You are given a binary string s. In one second, all occurrences of "01" are simultaneously replaced with "10". This process repeats until no occurrences of "01" exist.

Return the number of seconds needed to complete this process.

Example 1:

Input: s = "0110101"
Output: 4
Explanation: 
After one second, s becomes "1011010".
After another second, s becomes "1101100".
After the third second, s becomes "1110100".
After the fourth second, s becomes "1111000".
No occurrence of "01" exists any longer, and the process needed 4 seconds to complete,
so we return 4.

Example 2:

Input: s = "11100"
Output: 0
Explanation:
No occurrence of "01" exists in s, and the processes needed 0 seconds to complete,
so we return 0.

Constraints:

  • 1 <= s.length <= 1000
  • s[i] is either '0' or '1'.

Follow up:

Can you solve this problem in O(n) time complexity?

Solution


Clarifying Questions

When you get asked this question in a real-life environment, it will often be ambiguous (especially at FAANG). Make sure to ask these questions in that case:

  1. What is the maximum length of the binary string `s`?
  2. Can the input string `s` be empty or null?
  3. If the string initially contains no occurrences of '01', should I return 0?
  4. Are there any specific limitations on memory usage I should be aware of?
  5. Is the replacement of '01' with '10' truly simultaneous? Meaning, if I have '0101', does it become '1010' in one step, or do intermediate replacements affect subsequent ones in the same second?

Brute Force Solution

Approach

The brute force method for rearranging a binary string involves repeatedly swapping adjacent characters. We keep doing this until the string is sorted according to the desired pattern, calculating the time taken for each swap.

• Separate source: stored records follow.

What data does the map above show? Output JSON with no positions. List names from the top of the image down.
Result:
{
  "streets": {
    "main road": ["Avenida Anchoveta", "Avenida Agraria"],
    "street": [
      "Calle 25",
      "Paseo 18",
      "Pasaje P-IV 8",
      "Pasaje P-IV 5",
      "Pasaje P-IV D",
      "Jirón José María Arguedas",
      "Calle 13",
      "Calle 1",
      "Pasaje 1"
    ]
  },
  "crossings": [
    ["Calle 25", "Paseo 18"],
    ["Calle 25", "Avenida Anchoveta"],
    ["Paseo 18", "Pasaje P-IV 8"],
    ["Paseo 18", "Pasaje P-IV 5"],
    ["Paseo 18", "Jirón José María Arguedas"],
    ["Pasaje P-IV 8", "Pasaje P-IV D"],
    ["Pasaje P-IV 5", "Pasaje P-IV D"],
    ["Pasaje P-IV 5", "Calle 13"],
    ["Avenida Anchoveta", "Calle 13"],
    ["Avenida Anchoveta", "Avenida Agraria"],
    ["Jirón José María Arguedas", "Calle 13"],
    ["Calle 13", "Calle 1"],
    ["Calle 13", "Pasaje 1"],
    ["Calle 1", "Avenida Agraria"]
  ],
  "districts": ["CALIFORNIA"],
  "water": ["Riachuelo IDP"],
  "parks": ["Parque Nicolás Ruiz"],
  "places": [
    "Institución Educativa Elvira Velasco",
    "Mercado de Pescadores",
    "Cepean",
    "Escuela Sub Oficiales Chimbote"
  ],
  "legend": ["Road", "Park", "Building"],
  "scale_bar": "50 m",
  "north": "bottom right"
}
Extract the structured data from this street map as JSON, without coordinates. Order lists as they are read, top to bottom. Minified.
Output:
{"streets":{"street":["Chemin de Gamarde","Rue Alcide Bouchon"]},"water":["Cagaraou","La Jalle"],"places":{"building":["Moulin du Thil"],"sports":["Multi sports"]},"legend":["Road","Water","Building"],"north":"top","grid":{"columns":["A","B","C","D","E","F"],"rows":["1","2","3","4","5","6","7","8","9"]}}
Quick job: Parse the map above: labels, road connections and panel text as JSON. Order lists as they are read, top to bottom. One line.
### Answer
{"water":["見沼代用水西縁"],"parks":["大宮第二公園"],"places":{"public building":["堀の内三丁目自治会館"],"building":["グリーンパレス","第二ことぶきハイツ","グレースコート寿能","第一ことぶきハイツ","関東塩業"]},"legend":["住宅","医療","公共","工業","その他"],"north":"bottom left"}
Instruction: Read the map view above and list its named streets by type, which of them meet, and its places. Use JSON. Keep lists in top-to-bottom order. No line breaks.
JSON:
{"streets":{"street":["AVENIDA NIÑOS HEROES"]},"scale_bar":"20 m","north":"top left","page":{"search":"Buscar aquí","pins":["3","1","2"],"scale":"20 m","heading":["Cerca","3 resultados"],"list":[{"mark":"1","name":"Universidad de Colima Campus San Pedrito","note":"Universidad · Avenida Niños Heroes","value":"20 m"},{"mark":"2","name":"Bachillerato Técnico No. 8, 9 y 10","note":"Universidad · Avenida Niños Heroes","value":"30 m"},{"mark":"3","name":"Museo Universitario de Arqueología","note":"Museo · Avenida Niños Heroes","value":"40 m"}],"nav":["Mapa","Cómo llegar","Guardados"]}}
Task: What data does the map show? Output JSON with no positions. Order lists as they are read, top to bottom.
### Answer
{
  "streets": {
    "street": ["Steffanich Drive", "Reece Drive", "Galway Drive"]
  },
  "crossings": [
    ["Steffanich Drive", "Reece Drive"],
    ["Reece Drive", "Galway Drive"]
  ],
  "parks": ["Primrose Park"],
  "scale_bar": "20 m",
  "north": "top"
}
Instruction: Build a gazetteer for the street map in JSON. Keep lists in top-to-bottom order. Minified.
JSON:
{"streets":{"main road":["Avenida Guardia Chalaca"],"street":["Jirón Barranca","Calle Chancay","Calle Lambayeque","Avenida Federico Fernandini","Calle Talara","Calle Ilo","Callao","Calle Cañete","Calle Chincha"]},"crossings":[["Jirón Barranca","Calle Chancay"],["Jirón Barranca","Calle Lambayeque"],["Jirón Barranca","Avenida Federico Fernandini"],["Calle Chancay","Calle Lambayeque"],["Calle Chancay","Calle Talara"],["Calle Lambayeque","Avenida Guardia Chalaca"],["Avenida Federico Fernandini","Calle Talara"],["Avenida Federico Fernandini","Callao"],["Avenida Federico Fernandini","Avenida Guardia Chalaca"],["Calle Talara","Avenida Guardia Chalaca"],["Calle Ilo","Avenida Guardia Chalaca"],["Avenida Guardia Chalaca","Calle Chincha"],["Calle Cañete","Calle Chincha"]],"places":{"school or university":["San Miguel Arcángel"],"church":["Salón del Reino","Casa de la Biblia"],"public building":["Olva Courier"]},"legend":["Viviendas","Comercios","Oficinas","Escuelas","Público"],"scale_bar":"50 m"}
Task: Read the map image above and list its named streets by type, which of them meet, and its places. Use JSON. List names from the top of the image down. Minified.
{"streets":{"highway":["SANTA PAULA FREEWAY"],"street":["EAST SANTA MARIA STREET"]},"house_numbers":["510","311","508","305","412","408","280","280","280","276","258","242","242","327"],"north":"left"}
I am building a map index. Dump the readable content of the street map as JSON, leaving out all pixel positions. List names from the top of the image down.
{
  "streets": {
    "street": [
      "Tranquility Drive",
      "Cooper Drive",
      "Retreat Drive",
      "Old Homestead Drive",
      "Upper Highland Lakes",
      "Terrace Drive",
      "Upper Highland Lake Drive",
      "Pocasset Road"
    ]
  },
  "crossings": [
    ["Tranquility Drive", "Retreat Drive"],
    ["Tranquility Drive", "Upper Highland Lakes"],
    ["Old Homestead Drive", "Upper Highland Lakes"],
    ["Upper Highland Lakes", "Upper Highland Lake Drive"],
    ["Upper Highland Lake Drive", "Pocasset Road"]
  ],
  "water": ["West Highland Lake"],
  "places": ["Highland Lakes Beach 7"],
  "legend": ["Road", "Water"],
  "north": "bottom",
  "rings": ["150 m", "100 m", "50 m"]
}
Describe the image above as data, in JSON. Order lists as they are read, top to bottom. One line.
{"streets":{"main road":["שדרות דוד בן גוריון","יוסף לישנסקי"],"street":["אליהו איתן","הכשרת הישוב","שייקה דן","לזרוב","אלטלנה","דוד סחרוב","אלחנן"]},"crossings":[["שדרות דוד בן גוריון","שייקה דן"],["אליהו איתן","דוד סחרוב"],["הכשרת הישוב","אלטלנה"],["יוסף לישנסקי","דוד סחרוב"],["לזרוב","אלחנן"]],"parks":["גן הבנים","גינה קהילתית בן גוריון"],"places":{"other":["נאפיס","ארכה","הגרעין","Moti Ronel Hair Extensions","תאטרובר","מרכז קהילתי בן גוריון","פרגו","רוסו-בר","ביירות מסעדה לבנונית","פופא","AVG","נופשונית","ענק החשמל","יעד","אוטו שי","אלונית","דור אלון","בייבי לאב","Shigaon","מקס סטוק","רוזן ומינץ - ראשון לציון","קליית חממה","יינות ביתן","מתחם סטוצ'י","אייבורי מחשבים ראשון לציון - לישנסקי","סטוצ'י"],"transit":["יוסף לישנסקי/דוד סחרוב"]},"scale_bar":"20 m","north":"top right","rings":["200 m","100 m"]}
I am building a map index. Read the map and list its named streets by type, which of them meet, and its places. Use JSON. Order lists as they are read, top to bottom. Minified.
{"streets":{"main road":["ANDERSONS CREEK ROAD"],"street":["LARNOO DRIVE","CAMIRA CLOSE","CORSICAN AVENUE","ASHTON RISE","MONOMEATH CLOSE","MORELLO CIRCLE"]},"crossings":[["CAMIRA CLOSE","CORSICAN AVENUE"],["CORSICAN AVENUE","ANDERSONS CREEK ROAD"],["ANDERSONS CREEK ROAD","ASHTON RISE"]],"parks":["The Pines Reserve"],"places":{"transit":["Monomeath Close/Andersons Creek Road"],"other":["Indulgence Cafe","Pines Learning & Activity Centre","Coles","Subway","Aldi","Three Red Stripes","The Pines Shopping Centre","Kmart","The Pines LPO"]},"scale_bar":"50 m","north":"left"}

Here's how the algorithm would work step-by-step:

  1. Start with the original binary string.
  2. Look at all possible pairs of adjacent characters that are out of order (a '1' before a '0').
  3. For each such pair, imagine swapping them.
  4. Check if this swap makes the string closer to the sorted version.
  5. Keep track of how much time it takes to do each swap.
  6. Repeat this process of finding out-of-order pairs, swapping them, and recording the time, until the string is completely sorted with all '0's before all '1's.
  7. The total time taken for all the swaps is the answer.

Code Implementation

def time_needed_to_rearrange(
    binary_string):

    total_time = 0

    while True:
        swapped = False
        string_list = list(binary_string)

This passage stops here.